» EXERCISE DESCRIPTION:
I'd like the number of lines in the material below that include the word "Heritage", written with no other text.

*** Block opens ***

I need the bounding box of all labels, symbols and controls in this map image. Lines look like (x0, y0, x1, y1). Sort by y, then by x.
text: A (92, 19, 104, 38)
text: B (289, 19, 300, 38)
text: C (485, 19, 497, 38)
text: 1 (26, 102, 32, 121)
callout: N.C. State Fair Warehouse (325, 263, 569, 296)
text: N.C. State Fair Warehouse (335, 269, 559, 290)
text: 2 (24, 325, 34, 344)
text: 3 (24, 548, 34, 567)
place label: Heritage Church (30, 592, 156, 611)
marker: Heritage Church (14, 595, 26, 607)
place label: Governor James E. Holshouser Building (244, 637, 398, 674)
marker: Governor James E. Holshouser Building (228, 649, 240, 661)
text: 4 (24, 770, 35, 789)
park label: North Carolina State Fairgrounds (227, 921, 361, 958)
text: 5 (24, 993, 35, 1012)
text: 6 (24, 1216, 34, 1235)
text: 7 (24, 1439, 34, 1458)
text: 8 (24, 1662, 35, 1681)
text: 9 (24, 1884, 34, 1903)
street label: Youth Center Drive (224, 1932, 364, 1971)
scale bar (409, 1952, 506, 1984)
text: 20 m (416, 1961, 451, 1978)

*** Block closes ***

» WRITTEN ANSWER:
2